Work required:
Here are some records. Print all of them exactly.

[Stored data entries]

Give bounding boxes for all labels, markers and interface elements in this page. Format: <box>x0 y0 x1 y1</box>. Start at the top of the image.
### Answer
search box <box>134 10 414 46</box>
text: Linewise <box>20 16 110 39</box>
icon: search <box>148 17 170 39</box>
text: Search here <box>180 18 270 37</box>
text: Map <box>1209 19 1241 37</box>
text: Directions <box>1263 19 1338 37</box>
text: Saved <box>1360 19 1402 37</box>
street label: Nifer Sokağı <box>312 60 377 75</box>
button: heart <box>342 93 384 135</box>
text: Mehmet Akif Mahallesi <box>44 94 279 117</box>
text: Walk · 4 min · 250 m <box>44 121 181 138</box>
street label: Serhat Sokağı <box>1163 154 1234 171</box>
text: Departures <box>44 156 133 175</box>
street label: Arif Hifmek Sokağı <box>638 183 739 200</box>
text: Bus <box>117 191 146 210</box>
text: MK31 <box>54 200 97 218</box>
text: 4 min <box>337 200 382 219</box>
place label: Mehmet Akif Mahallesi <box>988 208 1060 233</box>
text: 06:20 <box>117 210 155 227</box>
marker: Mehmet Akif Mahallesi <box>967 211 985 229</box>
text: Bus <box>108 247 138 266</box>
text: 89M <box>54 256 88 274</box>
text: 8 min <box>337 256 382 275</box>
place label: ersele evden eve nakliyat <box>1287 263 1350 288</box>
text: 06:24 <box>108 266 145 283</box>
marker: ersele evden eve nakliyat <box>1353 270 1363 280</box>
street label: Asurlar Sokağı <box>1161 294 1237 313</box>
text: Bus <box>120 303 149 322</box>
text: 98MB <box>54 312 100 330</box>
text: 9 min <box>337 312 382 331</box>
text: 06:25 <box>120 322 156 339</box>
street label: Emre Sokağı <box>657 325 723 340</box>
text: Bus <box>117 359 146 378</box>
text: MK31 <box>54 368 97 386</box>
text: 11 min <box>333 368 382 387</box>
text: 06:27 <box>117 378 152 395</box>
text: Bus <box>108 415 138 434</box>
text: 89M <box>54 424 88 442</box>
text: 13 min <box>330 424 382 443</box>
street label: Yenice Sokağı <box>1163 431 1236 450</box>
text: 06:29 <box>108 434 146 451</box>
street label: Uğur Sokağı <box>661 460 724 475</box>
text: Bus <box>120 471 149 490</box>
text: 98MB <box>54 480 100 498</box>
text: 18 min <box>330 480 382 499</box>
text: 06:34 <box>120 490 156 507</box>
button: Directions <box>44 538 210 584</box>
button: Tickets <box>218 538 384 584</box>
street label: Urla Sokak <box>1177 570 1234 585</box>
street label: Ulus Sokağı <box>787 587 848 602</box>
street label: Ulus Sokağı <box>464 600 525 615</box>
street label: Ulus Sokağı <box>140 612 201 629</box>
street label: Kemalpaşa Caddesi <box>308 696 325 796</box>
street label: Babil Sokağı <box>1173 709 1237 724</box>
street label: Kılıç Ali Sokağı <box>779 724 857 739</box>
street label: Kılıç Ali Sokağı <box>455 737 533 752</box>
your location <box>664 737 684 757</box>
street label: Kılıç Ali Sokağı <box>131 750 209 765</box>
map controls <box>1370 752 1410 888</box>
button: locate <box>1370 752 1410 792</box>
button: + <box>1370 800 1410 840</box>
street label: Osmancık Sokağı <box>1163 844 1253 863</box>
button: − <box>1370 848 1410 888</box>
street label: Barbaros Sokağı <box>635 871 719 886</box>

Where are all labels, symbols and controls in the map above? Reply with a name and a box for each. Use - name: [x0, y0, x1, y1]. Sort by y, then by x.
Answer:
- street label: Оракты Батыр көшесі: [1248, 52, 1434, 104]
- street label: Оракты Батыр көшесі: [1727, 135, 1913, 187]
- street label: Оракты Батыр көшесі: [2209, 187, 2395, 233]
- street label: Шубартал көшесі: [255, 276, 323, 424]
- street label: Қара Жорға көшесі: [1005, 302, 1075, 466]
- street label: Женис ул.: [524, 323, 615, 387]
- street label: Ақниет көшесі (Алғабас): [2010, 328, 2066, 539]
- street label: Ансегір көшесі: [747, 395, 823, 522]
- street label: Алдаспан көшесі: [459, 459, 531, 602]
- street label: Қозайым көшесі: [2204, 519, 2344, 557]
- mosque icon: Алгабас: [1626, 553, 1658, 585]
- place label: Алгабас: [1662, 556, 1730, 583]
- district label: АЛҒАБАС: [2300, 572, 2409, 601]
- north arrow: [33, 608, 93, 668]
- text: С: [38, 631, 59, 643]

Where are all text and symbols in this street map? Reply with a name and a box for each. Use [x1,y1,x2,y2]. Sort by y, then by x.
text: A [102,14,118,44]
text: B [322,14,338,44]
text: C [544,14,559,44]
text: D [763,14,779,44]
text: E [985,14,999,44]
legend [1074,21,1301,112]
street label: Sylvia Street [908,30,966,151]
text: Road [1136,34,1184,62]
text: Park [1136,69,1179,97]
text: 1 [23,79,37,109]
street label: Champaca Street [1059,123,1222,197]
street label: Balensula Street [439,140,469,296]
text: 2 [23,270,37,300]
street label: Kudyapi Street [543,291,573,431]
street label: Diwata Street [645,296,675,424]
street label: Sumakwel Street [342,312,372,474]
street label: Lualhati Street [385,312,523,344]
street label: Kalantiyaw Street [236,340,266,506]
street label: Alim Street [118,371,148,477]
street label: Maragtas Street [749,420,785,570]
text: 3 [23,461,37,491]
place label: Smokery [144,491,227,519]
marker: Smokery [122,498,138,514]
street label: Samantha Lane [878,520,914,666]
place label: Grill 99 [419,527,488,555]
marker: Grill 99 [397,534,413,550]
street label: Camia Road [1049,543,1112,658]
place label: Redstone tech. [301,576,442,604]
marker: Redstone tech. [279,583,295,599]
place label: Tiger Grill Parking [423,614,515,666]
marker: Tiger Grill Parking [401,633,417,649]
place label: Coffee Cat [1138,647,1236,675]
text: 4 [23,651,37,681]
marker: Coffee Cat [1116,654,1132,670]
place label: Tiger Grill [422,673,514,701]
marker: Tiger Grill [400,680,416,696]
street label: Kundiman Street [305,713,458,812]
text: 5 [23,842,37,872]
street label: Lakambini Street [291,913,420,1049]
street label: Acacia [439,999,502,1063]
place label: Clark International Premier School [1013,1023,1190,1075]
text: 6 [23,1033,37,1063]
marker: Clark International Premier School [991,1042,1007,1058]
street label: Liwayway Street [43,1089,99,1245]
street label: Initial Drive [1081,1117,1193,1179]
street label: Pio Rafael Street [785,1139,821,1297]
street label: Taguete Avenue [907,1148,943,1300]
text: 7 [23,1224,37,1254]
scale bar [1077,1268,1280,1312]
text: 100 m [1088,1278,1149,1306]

Your solution:
Give bounding boxes for all labels, markers and interface elements in this page. Format: <box>x0 y0 x1 y1</box>. Start at the top of the image.
### Answer
search box <box>134 10 414 46</box>
text: Linewise <box>20 16 110 39</box>
icon: search <box>148 17 170 39</box>
text: Search here <box>180 18 270 37</box>
text: Map <box>1209 19 1241 37</box>
text: Directions <box>1263 19 1338 37</box>
text: Saved <box>1360 19 1402 37</box>
street label: Nifer Sokağı <box>312 60 377 75</box>
button: heart <box>342 93 384 135</box>
text: Mehmet Akif Mahallesi <box>44 94 279 117</box>
text: Walk · 4 min · 250 m <box>44 121 181 138</box>
street label: Serhat Sokağı <box>1163 154 1234 171</box>
text: Departures <box>44 156 133 175</box>
street label: Arif Hifmek Sokağı <box>638 183 739 200</box>
text: Bus <box>117 191 146 210</box>
text: MK31 <box>54 200 97 218</box>
text: 4 min <box>337 200 382 219</box>
place label: Mehmet Akif Mahallesi <box>988 208 1060 233</box>
text: 06:20 <box>117 210 155 227</box>
marker: Mehmet Akif Mahallesi <box>967 211 985 229</box>
text: Bus <box>108 247 138 266</box>
text: 89M <box>54 256 88 274</box>
text: 8 min <box>337 256 382 275</box>
place label: ersele evden eve nakliyat <box>1287 263 1350 288</box>
text: 06:24 <box>108 266 145 283</box>
marker: ersele evden eve nakliyat <box>1353 270 1363 280</box>
street label: Asurlar Sokağı <box>1161 294 1237 313</box>
text: Bus <box>120 303 149 322</box>
text: 98MB <box>54 312 100 330</box>
text: 9 min <box>337 312 382 331</box>
text: 06:25 <box>120 322 156 339</box>
street label: Emre Sokağı <box>657 325 723 340</box>
text: Bus <box>117 359 146 378</box>
text: MK31 <box>54 368 97 386</box>
text: 11 min <box>333 368 382 387</box>
text: 06:27 <box>117 378 152 395</box>
text: Bus <box>108 415 138 434</box>
text: 89M <box>54 424 88 442</box>
text: 13 min <box>330 424 382 443</box>
street label: Yenice Sokağı <box>1163 431 1236 450</box>
text: 06:29 <box>108 434 146 451</box>
street label: Uğur Sokağı <box>661 460 724 475</box>
text: Bus <box>120 471 149 490</box>
text: 98MB <box>54 480 100 498</box>
text: 18 min <box>330 480 382 499</box>
text: 06:34 <box>120 490 156 507</box>
button: Directions <box>44 538 210 584</box>
button: Tickets <box>218 538 384 584</box>
street label: Urla Sokak <box>1177 570 1234 585</box>
street label: Ulus Sokağı <box>787 587 848 602</box>
street label: Ulus Sokağı <box>464 600 525 615</box>
street label: Ulus Sokağı <box>140 612 201 629</box>
street label: Kemalpaşa Caddesi <box>308 696 325 796</box>
street label: Babil Sokağı <box>1173 709 1237 724</box>
street label: Kılıç Ali Sokağı <box>779 724 857 739</box>
street label: Kılıç Ali Sokağı <box>455 737 533 752</box>
your location <box>664 737 684 757</box>
street label: Kılıç Ali Sokağı <box>131 750 209 765</box>
map controls <box>1370 752 1410 888</box>
button: locate <box>1370 752 1410 792</box>
button: + <box>1370 800 1410 840</box>
street label: Osmancık Sokağı <box>1163 844 1253 863</box>
button: − <box>1370 848 1410 888</box>
street label: Barbaros Sokağı <box>635 871 719 886</box>

Where are all labels, symbols and controls in the map above? Reply with a name and a box for each. Use - name: [x0, y0, x1, y1]. Sort by y, then by x.
Answer:
- street label: Оракты Батыр көшесі: [1248, 52, 1434, 104]
- street label: Оракты Батыр көшесі: [1727, 135, 1913, 187]
- street label: Оракты Батыр көшесі: [2209, 187, 2395, 233]
- street label: Шубартал көшесі: [255, 276, 323, 424]
- street label: Қара Жорға көшесі: [1005, 302, 1075, 466]
- street label: Женис ул.: [524, 323, 615, 387]
- street label: Ақниет көшесі (Алғабас): [2010, 328, 2066, 539]
- street label: Ансегір көшесі: [747, 395, 823, 522]
- street label: Алдаспан көшесі: [459, 459, 531, 602]
- street label: Қозайым көшесі: [2204, 519, 2344, 557]
- mosque icon: Алгабас: [1626, 553, 1658, 585]
- place label: Алгабас: [1662, 556, 1730, 583]
- district label: АЛҒАБАС: [2300, 572, 2409, 601]
- north arrow: [33, 608, 93, 668]
- text: С: [38, 631, 59, 643]

Where are all text and symbols in this street map? Reply with a name and a box for each. Use [x1,y1,x2,y2]. Sort by y, then by x.
text: A [102,14,118,44]
text: B [322,14,338,44]
text: C [544,14,559,44]
text: D [763,14,779,44]
text: E [985,14,999,44]
legend [1074,21,1301,112]
street label: Sylvia Street [908,30,966,151]
text: Road [1136,34,1184,62]
text: Park [1136,69,1179,97]
text: 1 [23,79,37,109]
street label: Champaca Street [1059,123,1222,197]
street label: Balensula Street [439,140,469,296]
text: 2 [23,270,37,300]
street label: Kudyapi Street [543,291,573,431]
street label: Diwata Street [645,296,675,424]
street label: Sumakwel Street [342,312,372,474]
street label: Lualhati Street [385,312,523,344]
street label: Kalantiyaw Street [236,340,266,506]
street label: Alim Street [118,371,148,477]
street label: Maragtas Street [749,420,785,570]
text: 3 [23,461,37,491]
place label: Smokery [144,491,227,519]
marker: Smokery [122,498,138,514]
street label: Samantha Lane [878,520,914,666]
place label: Grill 99 [419,527,488,555]
marker: Grill 99 [397,534,413,550]
street label: Camia Road [1049,543,1112,658]
place label: Redstone tech. [301,576,442,604]
marker: Redstone tech. [279,583,295,599]
place label: Tiger Grill Parking [423,614,515,666]
marker: Tiger Grill Parking [401,633,417,649]
place label: Coffee Cat [1138,647,1236,675]
text: 4 [23,651,37,681]
marker: Coffee Cat [1116,654,1132,670]
place label: Tiger Grill [422,673,514,701]
marker: Tiger Grill [400,680,416,696]
street label: Kundiman Street [305,713,458,812]
text: 5 [23,842,37,872]
street label: Lakambini Street [291,913,420,1049]
street label: Acacia [439,999,502,1063]
place label: Clark International Premier School [1013,1023,1190,1075]
text: 6 [23,1033,37,1063]
marker: Clark International Premier School [991,1042,1007,1058]
street label: Liwayway Street [43,1089,99,1245]
street label: Initial Drive [1081,1117,1193,1179]
street label: Pio Rafael Street [785,1139,821,1297]
street label: Taguete Avenue [907,1148,943,1300]
text: 7 [23,1224,37,1254]
scale bar [1077,1268,1280,1312]
text: 100 m [1088,1278,1149,1306]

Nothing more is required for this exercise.